The defendant’s passenger yard extended over Fort Point Channel, being planked or timbered, and the planks or timbers were generally an inch or two apart, but at the place of the plaintiff’s accident the evidence tended to show that the open space was about three and one half inches wide, extending *69between the rails of a track. The yard was about five hundred feet long and forty feet wide, with a space for walking. The plaintiff had been employed in this yard for about six weeks as a switchman, his duties had constantly taken him to all the switches in the yard, and he had been in the habit of throwing the switch which was at the hole where he got hurt. In view of the defendant’s first request for instructions, which was refused, it must now be assumed that the open space or hole at the time of the accident was in the same condition as it was when the plaintiff went to work in the yard.* It was plain to be seen, and any one passing there and looking where he stepped could not fail to see it. The plaintiff’s familiarity with the general condition of the premises cannot be doubted, and the condition at this particular place, where he had been in the habit of working day after day, was open to view and obvious.

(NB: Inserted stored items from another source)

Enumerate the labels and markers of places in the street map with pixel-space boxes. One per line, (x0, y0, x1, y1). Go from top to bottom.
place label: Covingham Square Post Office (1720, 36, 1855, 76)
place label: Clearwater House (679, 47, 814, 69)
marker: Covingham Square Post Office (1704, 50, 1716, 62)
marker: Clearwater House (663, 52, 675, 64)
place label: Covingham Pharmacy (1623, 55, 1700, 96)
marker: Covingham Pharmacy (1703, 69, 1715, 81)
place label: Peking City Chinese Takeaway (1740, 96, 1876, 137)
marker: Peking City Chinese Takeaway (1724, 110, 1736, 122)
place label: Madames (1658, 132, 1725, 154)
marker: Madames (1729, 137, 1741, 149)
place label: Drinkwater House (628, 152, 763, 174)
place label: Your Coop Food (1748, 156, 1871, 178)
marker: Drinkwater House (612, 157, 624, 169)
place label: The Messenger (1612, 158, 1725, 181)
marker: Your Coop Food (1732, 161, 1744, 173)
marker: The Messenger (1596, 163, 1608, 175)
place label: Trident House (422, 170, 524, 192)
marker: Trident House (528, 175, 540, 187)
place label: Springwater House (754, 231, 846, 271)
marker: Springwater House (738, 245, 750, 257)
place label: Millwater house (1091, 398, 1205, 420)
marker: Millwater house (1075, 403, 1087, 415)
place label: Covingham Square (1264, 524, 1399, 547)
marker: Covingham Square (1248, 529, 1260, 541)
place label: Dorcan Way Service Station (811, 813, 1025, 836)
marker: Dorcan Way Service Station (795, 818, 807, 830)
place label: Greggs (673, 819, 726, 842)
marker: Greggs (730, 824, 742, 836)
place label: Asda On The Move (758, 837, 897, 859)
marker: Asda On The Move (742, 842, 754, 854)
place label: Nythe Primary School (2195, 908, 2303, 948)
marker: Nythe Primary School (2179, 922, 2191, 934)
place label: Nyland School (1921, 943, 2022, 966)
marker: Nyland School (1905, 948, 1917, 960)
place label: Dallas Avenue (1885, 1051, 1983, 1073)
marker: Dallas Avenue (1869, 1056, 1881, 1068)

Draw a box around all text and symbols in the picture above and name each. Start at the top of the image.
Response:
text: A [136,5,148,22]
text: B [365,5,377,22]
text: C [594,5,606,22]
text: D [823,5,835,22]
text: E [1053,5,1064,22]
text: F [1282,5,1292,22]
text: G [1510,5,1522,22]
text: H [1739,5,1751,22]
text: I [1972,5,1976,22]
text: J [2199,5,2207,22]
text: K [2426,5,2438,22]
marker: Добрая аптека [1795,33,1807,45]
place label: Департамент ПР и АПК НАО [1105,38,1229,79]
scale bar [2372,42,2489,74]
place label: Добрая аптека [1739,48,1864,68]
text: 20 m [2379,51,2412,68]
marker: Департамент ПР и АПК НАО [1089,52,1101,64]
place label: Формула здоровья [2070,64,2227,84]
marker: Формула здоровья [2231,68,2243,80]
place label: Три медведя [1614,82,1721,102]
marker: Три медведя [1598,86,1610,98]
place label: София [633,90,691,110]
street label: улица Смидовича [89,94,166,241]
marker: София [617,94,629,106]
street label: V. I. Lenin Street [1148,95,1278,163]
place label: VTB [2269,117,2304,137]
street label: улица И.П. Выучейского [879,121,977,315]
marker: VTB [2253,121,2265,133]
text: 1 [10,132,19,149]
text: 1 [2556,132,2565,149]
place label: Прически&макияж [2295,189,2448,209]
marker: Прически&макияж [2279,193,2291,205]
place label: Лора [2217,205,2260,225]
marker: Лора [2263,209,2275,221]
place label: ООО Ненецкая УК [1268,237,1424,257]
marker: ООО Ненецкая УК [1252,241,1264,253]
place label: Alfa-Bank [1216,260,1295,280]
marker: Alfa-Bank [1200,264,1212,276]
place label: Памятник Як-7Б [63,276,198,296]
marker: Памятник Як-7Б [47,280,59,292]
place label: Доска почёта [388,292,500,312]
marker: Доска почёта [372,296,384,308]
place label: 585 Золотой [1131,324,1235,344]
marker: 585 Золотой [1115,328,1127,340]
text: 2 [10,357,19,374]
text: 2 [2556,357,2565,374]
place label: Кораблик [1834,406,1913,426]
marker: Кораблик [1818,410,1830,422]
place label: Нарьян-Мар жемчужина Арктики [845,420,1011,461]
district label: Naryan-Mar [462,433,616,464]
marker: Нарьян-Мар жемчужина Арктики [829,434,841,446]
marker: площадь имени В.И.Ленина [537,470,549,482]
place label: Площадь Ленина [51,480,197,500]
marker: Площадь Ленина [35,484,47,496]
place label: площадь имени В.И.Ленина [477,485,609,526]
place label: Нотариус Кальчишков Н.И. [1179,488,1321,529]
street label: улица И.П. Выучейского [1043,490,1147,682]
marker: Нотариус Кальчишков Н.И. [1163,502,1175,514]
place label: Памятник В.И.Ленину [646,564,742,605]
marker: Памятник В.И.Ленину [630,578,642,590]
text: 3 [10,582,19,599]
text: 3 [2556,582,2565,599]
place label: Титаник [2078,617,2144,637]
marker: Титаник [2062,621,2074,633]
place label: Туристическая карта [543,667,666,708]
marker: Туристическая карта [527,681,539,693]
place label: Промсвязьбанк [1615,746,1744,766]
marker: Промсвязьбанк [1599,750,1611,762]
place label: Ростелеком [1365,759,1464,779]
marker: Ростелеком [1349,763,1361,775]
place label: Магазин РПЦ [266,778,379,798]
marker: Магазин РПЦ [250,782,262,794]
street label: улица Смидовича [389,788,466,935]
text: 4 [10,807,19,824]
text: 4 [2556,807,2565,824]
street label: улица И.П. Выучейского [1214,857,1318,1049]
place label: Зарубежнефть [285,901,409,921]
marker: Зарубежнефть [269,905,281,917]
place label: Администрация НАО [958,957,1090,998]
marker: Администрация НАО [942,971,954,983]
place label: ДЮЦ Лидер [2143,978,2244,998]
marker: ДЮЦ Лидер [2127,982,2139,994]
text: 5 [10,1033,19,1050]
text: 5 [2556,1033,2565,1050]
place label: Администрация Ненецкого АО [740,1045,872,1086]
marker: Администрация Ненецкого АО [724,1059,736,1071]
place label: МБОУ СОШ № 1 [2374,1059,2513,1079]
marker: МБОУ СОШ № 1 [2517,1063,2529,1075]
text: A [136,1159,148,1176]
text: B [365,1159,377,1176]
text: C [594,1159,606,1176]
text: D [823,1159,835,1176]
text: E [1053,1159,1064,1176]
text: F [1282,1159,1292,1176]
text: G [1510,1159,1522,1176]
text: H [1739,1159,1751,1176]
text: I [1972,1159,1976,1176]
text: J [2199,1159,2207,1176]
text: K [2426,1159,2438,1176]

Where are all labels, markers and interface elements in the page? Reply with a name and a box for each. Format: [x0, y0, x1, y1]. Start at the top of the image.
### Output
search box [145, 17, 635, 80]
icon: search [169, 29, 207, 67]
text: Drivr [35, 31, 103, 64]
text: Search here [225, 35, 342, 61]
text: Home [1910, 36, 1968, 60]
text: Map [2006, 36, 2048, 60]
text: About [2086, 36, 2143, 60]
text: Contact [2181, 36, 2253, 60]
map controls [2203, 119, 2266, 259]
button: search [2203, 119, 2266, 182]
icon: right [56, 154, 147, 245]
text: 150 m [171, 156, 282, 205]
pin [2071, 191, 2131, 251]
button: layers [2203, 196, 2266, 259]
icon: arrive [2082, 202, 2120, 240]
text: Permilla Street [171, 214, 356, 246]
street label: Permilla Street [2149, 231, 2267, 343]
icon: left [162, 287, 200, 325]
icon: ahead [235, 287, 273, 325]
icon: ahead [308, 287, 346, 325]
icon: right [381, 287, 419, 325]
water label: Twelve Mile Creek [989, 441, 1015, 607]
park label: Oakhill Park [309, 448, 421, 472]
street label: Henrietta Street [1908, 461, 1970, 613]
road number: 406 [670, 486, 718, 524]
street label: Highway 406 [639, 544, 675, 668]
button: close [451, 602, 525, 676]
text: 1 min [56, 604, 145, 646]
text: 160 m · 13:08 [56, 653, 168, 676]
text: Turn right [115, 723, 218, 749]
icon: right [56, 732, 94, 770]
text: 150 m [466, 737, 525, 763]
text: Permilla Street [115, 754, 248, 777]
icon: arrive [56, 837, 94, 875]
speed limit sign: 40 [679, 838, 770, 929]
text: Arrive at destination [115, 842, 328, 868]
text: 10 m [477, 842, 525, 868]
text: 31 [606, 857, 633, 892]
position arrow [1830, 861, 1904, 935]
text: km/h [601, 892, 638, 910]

Under this state of things, no duty rested upon the defendant to alter the timbering or planking, and the plaintiff must be held to have taken the risk. O’Maley v. South Boston Gras Light Co. 158 Mass. 135. Wood v. Locke, 147 Mass. 604. Lovejoy v. Boston & Lowell Railroad, 125 Mass. 79. The case is to be distinguished from Hannah v. Connecticut River Railroad, 154 Mass. 529, where a temporary hole in the road-bed was formed after the plaintiff’s employment began, and had been there but a short time and had not been noticed by him.

Exceptions sustained.

While the plaintiff testified that he had never noticed the hole or opening, he admitted that he had thrown the switch a good many hundred times in the six weeks during which he was in the defendant’s employ; that the hole or opening was “ plain enough,” and that it was only about six feet from the switch. The defendant’s first request for instructions was as follows: “ If it appears that the space between the third switch brace and the next beam, that is, where the plaintiff’s foot is alleged to have been caught, was at the time in the same condition as it was when Gleason went to work in the yard, he accepted the risk and cannot recover.”